What can we do so that this sick, weak, sinful society nevertheless grows in the person of each of us and in our totality into the Church of which we speak, into the Holy Church?.. You remember how the Apostle Paul grieved over his own weakness and how he prayed to God that it would be taken away from him, and how the Savior answered him: "My grace is sufficient for you: my strength is made perfect in weakness" (2 Corinthians 12:9). In what weakness, however? It would be self-deception to think that no matter how lazy, cowardly, cowardly I am, no matter how little impulse there is in me, God will still act on me, and everything will end well. It's not true, it doesn't happen! God will seek out any sinner, God holds each of us, as it were, above the abyss; but we can grow to the full measure of our calling only by becoming, in the words of the Apostle, God's co-workers, harnessing ourselves together with Him under the same yoke...

What kind of weakness does Paul speak of? I will try to explain to you what seems to me true about this weakness. There is that sinful weakness of which I have just briefly spoken; but there is another weakness, a weakness that gives away, a weakness that allows the power to act in itself. You probably remember when you were little, your mother, or father, or someone else, suddenly decided to teach you to write. You sat down, not knowing what would happen, put a pencil in your hand, which you did not know how to use, and did not know what to expect; and then your mother took your hand and began to move your hand; And while you had no idea what was going to happen, as long as your hand moved freely in the movement of your mother's hand, the lines were so beautiful, straight and rounded, and everything was in harmony. At some point, the child suddenly thinks: now I understand, I will help, and begins to pull the pencil: look, I want to help; I see that the movement is going upwards – I will bring it to the top, it is deviating somewhere to the side – I will lead it to the side... And you get scribbles. This is how a person writes history on earth. If only we would give ourselves into God's hand and allow God to move our hand, to write His mysterious tablet with our hand, but by His movement, there would not be the ugliness that we create on earth...

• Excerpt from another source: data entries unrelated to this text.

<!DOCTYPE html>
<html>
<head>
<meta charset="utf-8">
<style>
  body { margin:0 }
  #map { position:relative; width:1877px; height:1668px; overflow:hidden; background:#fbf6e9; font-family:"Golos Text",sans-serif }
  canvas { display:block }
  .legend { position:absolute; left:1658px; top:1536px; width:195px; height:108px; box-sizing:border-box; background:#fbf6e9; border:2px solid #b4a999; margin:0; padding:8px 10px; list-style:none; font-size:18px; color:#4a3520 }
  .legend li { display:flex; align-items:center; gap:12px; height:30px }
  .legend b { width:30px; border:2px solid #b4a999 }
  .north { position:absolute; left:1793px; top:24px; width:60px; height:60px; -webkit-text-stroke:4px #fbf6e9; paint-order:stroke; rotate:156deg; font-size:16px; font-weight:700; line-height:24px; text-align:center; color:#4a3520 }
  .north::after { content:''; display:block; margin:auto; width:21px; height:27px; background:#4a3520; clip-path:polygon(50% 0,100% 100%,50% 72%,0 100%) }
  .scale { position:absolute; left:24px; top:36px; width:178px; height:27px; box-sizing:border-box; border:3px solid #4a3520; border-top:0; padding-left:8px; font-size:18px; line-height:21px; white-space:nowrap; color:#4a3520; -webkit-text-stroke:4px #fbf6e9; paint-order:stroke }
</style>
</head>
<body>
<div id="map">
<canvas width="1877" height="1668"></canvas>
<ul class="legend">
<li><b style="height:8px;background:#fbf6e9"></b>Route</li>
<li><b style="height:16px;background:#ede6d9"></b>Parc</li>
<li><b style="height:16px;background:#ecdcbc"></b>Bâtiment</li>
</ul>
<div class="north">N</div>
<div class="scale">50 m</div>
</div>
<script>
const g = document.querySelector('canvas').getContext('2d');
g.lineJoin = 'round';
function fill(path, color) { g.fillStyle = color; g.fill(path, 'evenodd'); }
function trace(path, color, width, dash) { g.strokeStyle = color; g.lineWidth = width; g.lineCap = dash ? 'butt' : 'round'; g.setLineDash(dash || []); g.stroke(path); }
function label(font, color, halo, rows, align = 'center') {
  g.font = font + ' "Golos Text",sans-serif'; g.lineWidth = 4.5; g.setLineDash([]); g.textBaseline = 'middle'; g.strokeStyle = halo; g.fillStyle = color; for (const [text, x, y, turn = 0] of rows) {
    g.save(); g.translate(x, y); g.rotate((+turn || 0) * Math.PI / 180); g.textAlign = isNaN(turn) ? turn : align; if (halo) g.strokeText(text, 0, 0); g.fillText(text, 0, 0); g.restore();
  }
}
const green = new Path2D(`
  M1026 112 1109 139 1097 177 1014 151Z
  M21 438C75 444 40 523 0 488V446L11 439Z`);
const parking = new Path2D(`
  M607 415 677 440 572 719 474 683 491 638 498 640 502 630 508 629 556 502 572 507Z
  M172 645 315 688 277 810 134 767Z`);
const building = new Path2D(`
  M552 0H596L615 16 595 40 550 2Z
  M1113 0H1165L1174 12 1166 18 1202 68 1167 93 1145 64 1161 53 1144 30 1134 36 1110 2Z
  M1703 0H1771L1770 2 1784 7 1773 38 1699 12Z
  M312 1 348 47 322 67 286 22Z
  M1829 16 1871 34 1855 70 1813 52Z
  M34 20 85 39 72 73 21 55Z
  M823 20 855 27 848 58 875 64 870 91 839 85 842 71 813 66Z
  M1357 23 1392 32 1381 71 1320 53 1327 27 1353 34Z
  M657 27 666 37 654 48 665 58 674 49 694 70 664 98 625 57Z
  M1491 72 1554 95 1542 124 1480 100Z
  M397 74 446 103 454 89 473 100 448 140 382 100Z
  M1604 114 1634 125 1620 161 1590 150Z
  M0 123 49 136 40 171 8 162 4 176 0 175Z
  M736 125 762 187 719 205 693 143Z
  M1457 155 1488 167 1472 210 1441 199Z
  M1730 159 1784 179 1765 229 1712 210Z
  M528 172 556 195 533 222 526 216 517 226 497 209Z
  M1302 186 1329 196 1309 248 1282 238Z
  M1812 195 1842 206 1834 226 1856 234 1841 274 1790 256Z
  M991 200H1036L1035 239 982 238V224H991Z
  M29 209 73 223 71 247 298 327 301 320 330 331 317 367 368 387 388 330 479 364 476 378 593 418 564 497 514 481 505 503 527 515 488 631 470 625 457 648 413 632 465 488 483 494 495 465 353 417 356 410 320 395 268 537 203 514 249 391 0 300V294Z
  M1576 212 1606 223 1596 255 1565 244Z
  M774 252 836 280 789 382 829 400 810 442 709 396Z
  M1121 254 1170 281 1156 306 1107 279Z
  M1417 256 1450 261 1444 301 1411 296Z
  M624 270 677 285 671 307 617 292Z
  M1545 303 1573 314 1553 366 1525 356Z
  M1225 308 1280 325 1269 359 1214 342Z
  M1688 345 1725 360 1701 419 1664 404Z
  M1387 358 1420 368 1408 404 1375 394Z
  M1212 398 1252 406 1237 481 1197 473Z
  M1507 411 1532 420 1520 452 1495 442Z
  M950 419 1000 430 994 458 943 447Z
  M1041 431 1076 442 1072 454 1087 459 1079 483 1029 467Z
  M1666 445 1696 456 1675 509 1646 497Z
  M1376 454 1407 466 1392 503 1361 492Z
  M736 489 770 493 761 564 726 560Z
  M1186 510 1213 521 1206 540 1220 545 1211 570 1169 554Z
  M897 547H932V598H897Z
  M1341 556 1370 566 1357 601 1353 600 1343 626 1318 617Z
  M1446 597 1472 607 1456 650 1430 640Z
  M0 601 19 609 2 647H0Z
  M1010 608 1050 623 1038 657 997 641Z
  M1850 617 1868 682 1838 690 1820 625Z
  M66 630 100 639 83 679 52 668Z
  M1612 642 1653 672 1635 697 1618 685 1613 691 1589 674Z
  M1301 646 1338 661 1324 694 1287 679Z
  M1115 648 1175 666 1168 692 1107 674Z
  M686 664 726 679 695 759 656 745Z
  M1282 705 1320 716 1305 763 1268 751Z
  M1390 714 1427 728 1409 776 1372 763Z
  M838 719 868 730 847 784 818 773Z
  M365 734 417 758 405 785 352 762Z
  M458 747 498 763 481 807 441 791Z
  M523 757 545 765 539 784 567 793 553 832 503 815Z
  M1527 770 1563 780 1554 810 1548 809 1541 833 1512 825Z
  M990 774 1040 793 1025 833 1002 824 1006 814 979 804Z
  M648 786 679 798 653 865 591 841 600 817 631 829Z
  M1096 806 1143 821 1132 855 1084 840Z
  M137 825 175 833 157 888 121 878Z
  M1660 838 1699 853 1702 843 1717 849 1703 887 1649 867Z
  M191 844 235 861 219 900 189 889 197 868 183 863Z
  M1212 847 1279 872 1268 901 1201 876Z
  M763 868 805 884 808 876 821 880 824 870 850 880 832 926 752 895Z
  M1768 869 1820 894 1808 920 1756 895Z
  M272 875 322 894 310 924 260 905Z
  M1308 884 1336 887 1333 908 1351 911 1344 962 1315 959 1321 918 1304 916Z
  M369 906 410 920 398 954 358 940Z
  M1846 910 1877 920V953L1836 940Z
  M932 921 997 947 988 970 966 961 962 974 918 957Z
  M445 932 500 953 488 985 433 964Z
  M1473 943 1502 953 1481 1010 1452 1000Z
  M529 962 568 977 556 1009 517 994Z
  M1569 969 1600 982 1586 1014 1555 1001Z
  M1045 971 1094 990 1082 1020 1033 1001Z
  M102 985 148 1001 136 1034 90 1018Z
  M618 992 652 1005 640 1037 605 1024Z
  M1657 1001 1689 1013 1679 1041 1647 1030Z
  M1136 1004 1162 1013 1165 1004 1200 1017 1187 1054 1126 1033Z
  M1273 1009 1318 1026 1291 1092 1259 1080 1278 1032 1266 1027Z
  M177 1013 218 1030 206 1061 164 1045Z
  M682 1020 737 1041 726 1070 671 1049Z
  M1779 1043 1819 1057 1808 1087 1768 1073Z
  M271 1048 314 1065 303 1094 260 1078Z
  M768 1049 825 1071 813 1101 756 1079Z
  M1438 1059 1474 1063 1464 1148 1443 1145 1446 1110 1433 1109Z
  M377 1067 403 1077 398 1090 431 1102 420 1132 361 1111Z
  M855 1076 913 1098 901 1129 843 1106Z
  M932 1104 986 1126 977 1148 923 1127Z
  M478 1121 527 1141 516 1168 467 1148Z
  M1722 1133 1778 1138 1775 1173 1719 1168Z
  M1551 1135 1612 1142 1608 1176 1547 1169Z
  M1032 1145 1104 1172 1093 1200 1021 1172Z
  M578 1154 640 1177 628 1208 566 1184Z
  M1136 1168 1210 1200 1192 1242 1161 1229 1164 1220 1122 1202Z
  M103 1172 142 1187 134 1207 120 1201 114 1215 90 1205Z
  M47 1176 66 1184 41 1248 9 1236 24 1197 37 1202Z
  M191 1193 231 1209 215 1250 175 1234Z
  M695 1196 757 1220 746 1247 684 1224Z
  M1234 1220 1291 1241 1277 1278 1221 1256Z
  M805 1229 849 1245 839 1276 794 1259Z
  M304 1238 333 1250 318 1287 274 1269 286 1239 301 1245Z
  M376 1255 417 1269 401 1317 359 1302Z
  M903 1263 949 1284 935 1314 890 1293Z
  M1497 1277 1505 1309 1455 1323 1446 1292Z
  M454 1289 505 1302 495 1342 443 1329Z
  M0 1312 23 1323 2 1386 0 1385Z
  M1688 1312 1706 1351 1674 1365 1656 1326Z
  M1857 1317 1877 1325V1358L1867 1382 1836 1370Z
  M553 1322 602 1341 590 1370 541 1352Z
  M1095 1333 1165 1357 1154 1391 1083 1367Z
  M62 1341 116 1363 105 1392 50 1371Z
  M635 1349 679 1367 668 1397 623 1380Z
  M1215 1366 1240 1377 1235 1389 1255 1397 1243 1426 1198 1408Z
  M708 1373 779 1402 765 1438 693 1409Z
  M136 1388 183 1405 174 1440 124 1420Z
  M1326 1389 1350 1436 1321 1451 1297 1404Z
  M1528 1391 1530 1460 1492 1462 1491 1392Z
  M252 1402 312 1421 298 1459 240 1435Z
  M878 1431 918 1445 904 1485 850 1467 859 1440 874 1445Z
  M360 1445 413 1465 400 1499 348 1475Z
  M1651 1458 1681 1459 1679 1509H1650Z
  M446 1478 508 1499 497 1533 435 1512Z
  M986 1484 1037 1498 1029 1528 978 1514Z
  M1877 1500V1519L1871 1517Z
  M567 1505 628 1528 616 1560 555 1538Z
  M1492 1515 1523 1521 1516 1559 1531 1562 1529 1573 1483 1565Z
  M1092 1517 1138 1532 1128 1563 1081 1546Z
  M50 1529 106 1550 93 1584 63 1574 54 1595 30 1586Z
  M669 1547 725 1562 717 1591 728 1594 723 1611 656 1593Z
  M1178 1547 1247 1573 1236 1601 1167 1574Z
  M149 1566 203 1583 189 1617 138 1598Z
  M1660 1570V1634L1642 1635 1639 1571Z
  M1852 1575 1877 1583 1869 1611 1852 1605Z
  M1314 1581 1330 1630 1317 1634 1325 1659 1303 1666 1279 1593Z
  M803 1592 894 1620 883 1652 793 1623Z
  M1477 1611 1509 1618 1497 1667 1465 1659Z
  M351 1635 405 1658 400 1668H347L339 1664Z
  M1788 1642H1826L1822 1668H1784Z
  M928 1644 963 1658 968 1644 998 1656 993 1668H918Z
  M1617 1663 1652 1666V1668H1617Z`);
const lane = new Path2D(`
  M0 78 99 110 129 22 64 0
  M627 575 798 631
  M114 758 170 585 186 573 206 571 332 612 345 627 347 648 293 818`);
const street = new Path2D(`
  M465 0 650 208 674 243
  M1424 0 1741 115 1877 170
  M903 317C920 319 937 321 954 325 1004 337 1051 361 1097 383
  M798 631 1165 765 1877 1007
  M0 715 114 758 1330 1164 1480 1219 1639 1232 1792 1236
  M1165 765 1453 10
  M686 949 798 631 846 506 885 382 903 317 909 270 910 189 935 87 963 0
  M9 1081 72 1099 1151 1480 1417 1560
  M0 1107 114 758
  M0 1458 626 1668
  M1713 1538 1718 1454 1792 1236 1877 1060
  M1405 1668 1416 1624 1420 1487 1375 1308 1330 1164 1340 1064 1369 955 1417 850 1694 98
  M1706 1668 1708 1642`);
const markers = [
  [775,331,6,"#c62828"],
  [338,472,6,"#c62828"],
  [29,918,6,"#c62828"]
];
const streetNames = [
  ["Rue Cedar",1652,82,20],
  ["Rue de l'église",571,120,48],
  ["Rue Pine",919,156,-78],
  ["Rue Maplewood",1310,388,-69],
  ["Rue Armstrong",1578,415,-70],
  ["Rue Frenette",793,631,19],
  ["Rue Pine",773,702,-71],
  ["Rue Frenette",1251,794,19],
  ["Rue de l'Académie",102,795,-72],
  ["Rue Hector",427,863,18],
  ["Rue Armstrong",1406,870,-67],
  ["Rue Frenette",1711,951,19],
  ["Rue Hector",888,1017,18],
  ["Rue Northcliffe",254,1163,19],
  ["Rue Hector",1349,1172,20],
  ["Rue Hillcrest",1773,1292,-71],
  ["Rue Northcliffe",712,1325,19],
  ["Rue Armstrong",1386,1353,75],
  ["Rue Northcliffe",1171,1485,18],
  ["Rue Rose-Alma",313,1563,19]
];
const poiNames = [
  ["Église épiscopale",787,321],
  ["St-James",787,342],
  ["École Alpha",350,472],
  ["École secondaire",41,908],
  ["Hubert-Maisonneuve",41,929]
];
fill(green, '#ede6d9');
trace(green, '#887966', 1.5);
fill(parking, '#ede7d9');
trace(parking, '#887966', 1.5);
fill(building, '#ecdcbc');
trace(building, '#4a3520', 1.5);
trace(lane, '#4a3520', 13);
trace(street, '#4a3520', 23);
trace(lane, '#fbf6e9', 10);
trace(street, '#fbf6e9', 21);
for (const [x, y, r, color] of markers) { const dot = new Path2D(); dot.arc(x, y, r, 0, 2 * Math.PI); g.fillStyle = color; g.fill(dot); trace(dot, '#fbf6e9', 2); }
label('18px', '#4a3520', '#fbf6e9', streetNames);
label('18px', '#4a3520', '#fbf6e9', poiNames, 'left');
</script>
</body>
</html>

And another example. I told you at the beginning that I was once a doctor, during the war I was a surgeon. The surgeon wears gloves during the operation, so thin, so fragile that you can break through with a fingernail; And at the same time, precisely because they are so thin, so fragile, a clever hand in a glove can perform a miracle. If instead of this glove you wear a strong, thick glove, nothing can be done, because freedom of movement depends on this flexibility, on this weakness.

And the third example: what is weaker than a sail on a ship? "And at the same time, a sail, skillfully directed, can embrace the breath of the wind and carry a heavy ship to its goal. Replace the thin, fragile sail with a strong iron board - nothing will happen, except that the ship will probably sink. The fragility and weakness of this sail makes it possible for it to embrace this breath of wind and carry the ship. Now think about it: the wind, the stormy breath, the breath of the gentle evening wind in the vision of Elijah the prophet, the breath of the Holy Spirit — this is what we should be filled with. We must be as fragile, as given, as free as a child's hand in a mother's hand, as a light glove on a surgeon's hand, as a sail capable of encompassing the breath of the spirit and carrying the ship where it belongs. This is where weakness can become a help and not a defeat, this is the kind of weakness we must learn: this surrender or, if you prefer, this transparency, according to the words of St. Gregory Palamas, who says of us that we are all thick and opaque, and that the calling of man is gradually to be so purified as to become, like crystal, pure, so that the Divine light pours through man unhindered and, thanks to his faceting, shines in all directions and pours out on all the creatures around him.